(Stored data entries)
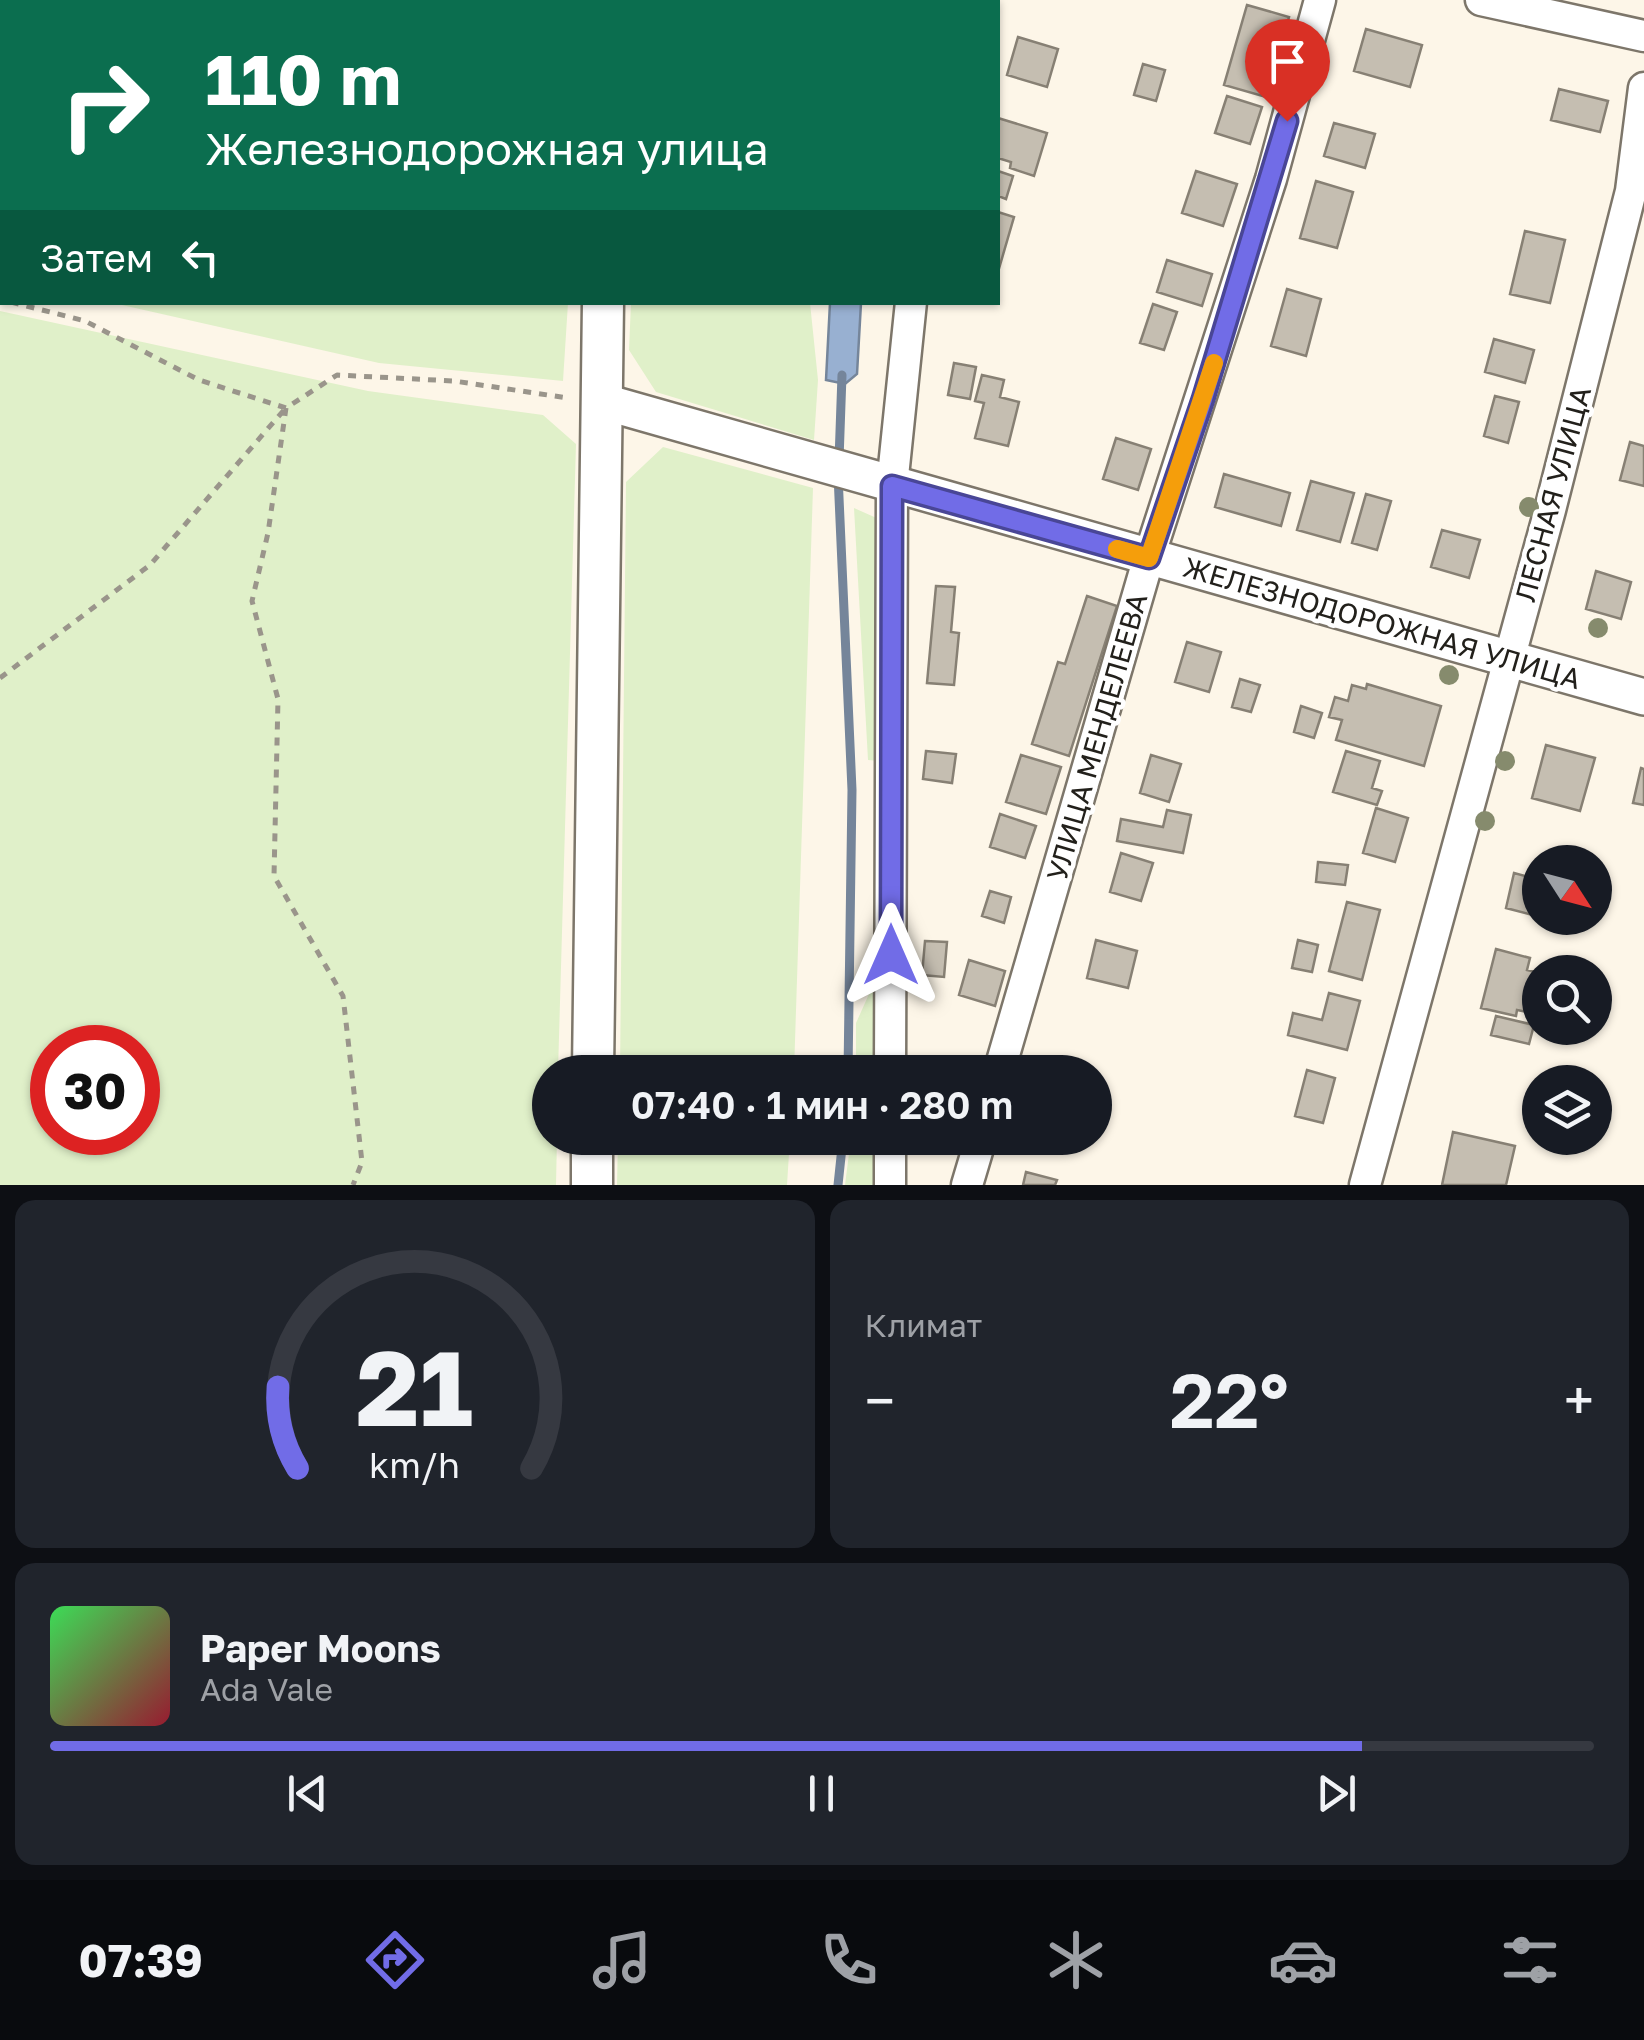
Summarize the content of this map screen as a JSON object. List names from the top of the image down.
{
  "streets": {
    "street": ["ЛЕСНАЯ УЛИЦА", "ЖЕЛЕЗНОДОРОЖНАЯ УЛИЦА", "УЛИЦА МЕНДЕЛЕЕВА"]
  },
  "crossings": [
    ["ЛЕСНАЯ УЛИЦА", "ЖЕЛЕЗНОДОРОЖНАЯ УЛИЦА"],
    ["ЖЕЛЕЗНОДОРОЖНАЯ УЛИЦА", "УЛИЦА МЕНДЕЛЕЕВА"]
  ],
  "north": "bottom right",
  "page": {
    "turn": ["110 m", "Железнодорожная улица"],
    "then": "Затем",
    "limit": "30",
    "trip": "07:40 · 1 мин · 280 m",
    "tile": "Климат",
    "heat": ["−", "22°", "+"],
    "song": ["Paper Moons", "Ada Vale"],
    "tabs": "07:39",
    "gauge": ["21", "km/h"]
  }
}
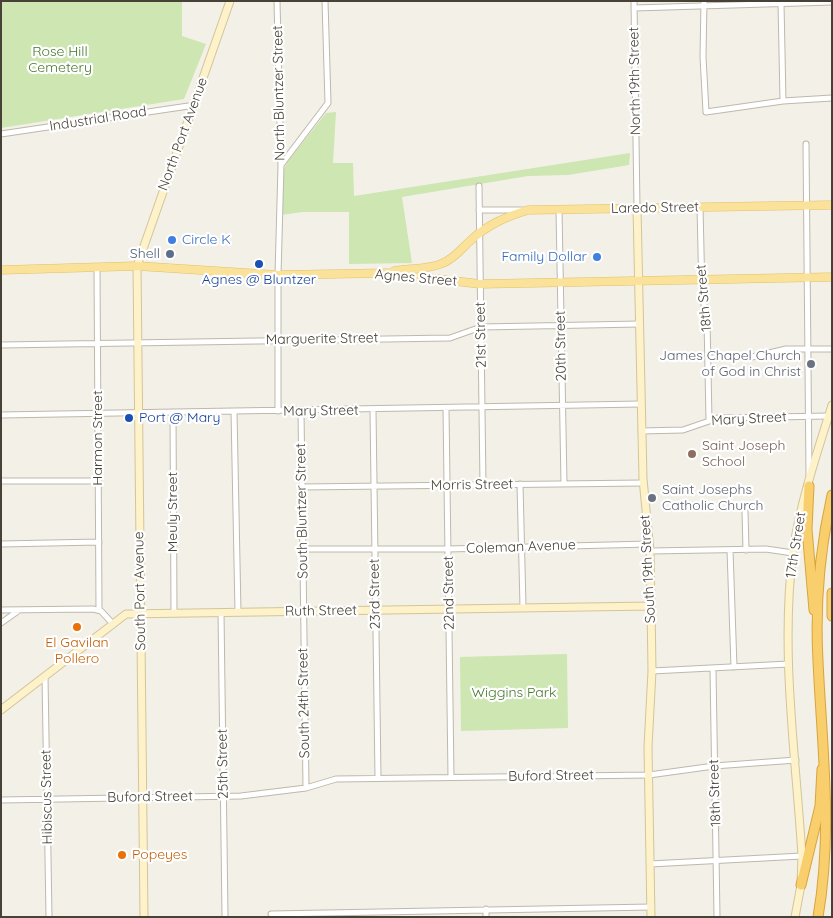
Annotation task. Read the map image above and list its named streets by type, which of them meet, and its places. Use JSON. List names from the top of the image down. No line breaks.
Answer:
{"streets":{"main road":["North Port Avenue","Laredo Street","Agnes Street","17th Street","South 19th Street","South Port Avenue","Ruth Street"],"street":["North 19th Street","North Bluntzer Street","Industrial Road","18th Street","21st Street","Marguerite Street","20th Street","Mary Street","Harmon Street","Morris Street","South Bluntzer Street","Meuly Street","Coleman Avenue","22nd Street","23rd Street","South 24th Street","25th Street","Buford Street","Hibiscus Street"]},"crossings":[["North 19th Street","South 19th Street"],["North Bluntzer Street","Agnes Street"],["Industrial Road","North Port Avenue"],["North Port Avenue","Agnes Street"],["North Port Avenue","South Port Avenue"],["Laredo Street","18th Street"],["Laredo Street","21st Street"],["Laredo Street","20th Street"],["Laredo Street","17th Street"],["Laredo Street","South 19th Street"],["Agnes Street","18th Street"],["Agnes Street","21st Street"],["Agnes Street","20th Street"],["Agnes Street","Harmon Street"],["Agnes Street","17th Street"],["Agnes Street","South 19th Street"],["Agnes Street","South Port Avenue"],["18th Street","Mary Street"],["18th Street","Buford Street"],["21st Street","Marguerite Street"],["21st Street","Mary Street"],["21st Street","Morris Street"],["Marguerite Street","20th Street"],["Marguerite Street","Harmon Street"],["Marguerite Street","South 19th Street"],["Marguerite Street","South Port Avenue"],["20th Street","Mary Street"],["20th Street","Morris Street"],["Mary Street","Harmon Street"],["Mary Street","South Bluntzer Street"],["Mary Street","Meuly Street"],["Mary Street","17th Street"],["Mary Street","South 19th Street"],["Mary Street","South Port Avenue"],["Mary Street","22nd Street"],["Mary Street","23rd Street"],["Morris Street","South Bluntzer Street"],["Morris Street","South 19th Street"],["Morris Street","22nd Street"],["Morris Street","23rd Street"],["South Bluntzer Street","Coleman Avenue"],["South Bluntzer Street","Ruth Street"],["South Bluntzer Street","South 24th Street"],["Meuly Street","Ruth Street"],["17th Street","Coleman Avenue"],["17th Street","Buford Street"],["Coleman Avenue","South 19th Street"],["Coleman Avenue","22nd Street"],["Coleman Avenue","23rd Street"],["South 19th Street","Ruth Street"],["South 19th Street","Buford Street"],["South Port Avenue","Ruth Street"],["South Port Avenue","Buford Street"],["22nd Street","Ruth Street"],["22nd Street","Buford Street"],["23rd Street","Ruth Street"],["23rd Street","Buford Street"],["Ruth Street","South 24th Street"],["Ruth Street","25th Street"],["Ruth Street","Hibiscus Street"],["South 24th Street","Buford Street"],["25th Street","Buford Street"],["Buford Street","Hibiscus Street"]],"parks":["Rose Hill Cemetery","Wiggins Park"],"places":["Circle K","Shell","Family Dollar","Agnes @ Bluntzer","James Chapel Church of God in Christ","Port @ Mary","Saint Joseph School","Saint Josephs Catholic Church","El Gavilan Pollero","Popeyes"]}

**What to produce**
Every line above with the word "List" is to be copied out.

**Solution**
Summarize the content of this map screen as a JSON object. List names from the top of the image down.
Annotation task. Read the map image above and list its named streets by type, which of them meet, and its places. Use JSON. List names from the top of the image down. No line breaks.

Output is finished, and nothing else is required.